Le Général (à la retraite) Henri Bentégeat (source: Alchetron)

Dans la foulée de ma recension de l’excellent livre Les ors de la République (Éditions Perrin) du général d’armée (à la retraite) Henri Bentégeat, j’ai soumis quelques questions à son attachée de presse. Très aimablement, il s’est empressé d’y répondre. C’est donc avec grand plaisir que je partage cet entretien avec vous.

Mon général, j’ai dévoré Les ors de la République avec énormément d’intérêt et de fascination. Vous y brossez un portrait fascinant des présidents François Mitterrand et Jacques Chirac. Mais comme vous avez naturellement côtoyé des chefs d’État étrangers, je me demandais lequel vous avait le plus impressionné et pourquoi?

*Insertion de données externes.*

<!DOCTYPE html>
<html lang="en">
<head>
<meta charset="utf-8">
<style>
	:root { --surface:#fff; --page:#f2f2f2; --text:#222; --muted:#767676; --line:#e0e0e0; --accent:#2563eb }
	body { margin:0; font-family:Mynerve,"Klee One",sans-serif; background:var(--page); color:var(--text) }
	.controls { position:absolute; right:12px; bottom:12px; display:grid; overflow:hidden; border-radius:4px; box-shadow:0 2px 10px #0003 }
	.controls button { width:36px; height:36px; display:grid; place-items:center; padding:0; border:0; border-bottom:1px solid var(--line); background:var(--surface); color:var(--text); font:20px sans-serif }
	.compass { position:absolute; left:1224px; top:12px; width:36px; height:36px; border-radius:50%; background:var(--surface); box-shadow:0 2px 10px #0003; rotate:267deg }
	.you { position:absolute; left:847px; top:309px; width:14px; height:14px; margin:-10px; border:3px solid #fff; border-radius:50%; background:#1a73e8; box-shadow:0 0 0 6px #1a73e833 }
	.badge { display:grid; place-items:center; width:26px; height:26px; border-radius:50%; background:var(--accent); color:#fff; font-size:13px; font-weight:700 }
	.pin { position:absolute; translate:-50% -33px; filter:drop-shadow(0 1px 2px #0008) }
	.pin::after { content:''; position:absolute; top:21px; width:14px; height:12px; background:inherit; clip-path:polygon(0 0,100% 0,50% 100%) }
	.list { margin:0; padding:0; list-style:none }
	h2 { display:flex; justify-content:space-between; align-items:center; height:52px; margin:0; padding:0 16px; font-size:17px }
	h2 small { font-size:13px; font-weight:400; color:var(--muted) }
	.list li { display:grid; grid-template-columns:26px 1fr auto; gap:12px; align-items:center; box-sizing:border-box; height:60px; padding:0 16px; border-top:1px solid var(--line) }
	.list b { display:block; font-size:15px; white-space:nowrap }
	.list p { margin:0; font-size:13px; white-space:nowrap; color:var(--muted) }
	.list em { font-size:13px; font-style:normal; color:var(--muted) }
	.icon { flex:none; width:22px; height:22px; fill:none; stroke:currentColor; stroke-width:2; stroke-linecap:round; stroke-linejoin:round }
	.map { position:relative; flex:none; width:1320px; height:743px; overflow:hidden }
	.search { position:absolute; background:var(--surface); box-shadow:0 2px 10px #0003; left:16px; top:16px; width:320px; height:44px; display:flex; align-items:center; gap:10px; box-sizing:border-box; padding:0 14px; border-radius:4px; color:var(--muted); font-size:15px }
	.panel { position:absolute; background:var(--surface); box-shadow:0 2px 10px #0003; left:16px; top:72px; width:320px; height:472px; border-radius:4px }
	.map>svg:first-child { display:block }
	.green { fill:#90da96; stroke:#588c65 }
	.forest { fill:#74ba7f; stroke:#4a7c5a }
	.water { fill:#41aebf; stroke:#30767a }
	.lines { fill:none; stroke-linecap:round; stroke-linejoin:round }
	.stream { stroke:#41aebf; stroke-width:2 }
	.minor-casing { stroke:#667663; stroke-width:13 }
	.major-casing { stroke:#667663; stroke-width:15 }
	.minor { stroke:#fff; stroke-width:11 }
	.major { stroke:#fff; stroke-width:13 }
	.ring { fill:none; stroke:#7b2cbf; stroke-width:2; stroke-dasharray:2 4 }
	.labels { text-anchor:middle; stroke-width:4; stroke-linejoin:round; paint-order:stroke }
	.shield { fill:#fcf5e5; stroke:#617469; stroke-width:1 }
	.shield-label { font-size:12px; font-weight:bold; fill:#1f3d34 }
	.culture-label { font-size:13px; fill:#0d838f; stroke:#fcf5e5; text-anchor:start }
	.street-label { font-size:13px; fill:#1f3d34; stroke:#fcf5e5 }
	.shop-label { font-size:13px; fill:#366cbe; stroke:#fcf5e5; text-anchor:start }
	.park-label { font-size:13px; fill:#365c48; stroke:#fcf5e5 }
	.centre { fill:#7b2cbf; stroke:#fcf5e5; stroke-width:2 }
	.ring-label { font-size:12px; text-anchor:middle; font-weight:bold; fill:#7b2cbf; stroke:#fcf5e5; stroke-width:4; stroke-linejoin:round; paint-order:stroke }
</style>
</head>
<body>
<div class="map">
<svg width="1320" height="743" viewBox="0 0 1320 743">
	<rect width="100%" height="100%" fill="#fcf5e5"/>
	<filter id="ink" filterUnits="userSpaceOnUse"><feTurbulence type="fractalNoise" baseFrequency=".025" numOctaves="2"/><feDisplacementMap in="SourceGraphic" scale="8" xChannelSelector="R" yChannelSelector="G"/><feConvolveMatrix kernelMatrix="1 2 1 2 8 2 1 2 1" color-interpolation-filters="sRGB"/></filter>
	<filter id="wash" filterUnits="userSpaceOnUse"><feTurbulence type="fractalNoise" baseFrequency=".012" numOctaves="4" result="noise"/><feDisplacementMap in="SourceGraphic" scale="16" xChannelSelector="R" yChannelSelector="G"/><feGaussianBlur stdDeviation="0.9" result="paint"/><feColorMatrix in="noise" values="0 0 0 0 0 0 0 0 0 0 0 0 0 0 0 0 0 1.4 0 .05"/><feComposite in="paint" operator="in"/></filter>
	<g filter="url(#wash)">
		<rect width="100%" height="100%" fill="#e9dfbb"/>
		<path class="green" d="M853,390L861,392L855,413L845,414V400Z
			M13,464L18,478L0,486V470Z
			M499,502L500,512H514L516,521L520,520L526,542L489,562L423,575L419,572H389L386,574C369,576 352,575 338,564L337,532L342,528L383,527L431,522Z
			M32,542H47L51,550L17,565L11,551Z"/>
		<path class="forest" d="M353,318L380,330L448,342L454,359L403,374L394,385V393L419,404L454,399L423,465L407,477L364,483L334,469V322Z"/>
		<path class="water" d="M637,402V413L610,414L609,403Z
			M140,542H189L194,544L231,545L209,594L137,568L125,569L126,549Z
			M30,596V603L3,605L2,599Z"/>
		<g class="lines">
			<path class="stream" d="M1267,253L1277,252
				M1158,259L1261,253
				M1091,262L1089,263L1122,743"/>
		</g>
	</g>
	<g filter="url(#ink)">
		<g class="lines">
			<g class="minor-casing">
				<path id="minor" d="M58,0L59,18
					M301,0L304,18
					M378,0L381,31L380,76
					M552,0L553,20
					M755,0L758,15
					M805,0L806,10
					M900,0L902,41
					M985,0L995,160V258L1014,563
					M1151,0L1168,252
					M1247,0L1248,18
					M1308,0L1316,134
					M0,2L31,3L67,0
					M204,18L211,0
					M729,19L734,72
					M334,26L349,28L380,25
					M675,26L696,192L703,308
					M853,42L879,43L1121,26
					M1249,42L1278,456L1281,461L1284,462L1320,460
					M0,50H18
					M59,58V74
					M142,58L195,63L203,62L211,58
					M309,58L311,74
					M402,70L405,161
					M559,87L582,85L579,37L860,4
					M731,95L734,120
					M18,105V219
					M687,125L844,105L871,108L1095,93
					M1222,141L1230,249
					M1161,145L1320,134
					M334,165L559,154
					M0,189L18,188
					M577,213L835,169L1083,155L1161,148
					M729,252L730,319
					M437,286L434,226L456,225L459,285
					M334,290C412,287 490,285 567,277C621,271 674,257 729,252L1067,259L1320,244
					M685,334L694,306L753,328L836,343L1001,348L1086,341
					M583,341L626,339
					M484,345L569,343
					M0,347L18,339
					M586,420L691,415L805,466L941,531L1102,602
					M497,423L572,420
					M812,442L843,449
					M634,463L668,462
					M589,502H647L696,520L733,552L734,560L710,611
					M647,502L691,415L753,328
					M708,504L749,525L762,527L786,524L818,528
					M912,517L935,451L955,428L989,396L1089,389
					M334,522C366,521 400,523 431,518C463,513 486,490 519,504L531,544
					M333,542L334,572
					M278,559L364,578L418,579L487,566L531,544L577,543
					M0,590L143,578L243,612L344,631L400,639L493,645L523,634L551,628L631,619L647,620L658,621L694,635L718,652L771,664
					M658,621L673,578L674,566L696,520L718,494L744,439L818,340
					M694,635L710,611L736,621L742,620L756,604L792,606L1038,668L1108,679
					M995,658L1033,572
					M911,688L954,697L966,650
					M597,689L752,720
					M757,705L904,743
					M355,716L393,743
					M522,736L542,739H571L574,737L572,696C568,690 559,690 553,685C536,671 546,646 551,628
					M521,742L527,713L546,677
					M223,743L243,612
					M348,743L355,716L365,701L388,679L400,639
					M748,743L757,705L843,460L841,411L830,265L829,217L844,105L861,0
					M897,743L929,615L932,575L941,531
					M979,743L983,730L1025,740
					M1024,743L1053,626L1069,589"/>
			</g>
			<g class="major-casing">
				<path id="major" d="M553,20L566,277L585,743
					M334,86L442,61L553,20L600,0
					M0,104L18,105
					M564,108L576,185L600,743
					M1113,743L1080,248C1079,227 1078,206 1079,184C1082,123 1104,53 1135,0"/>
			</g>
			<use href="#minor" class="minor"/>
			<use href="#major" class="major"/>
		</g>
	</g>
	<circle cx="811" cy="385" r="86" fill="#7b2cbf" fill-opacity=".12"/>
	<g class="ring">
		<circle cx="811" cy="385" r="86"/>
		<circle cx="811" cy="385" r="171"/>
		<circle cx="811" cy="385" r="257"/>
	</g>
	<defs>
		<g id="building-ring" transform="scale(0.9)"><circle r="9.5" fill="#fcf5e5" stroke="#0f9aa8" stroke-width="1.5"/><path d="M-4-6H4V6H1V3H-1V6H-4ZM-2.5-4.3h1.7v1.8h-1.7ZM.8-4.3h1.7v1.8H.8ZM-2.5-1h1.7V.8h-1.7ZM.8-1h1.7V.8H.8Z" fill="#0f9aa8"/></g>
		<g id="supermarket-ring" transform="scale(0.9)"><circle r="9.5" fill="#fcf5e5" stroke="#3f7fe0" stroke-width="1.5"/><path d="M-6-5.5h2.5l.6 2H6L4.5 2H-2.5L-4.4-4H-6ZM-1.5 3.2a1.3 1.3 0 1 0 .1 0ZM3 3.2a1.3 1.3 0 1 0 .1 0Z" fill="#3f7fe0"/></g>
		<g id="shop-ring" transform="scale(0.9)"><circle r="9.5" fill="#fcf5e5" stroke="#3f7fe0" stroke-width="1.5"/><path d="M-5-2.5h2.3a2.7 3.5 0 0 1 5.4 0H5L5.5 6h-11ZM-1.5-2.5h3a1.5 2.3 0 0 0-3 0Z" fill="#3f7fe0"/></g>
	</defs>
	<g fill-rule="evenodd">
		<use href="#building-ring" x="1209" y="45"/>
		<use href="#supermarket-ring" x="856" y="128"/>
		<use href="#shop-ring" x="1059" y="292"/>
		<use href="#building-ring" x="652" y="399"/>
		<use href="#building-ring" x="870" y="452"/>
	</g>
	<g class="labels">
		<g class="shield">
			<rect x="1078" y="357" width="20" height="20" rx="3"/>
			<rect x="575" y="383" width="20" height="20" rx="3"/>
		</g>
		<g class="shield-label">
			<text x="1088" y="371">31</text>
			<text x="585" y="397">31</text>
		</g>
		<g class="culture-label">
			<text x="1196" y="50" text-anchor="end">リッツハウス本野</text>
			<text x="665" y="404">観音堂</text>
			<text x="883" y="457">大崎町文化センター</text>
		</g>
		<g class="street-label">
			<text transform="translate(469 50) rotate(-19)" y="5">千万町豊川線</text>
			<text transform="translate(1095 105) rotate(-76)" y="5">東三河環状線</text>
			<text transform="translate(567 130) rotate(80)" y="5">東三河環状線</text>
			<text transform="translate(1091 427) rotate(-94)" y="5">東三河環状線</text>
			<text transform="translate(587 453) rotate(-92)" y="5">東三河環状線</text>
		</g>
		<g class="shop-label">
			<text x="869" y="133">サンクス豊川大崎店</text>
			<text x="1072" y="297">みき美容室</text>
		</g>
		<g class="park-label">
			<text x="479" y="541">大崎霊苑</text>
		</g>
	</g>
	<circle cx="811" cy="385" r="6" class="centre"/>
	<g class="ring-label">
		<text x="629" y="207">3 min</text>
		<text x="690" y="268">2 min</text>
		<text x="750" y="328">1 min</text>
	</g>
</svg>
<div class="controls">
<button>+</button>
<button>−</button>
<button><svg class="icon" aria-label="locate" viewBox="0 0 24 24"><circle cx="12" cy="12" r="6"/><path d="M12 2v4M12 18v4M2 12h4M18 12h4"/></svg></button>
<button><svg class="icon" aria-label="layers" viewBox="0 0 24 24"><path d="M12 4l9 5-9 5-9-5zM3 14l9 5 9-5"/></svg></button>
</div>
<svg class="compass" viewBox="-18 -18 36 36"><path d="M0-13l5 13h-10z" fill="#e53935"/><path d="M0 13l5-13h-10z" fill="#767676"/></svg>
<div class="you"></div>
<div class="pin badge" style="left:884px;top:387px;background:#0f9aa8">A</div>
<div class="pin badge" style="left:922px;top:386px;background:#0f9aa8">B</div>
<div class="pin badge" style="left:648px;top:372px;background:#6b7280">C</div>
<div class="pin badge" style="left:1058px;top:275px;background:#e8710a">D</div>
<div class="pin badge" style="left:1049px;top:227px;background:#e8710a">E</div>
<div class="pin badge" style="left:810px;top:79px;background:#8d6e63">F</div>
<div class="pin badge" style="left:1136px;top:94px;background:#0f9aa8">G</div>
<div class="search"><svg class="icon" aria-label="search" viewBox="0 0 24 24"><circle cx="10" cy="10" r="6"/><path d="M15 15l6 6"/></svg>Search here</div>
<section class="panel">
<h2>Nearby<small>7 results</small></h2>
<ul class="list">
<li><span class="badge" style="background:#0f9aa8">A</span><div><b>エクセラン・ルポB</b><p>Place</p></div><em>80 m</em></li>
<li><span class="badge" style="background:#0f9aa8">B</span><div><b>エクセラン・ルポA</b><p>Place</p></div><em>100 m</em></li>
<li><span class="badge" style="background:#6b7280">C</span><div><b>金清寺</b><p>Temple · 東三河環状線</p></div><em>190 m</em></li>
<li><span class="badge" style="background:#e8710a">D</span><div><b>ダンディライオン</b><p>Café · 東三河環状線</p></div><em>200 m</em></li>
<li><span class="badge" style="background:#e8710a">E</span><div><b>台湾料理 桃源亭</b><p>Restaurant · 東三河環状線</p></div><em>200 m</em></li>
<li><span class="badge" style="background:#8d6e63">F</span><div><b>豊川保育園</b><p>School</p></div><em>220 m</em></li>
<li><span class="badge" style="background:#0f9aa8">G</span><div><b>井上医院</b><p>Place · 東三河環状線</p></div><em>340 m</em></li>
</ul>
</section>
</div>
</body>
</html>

Ayant côtoyé de nombreux chefs d’État, avec Jacques Chirac ou en tant que chef d’état-major des armées, j’ai quelque peine à désigner celui ou celle qui m’a le plus impressionné. Avant la campagne aérienne contre la Serbie qui a révélé son messianisme exalté, j’aurais volontiers cité Tony Blair, tant son enthousiasme souriant, sa simplicité et sa maitrise des dossiers me séduisaient. Je retiens donc plutôt Cheikh Zayed que j’ai rencontré au soir de sa vie. Celui qui présidait au destin des Émirats arabes unis, avait un charisme peu commun et sa sagesse proverbiale s’exprimait avec une douceur ferme et souriante, ouverte au dialogue sans céder sur l’essentiel. Chirac vénérait ce grand modernisateur respectueux des traditions et faiseur de paix.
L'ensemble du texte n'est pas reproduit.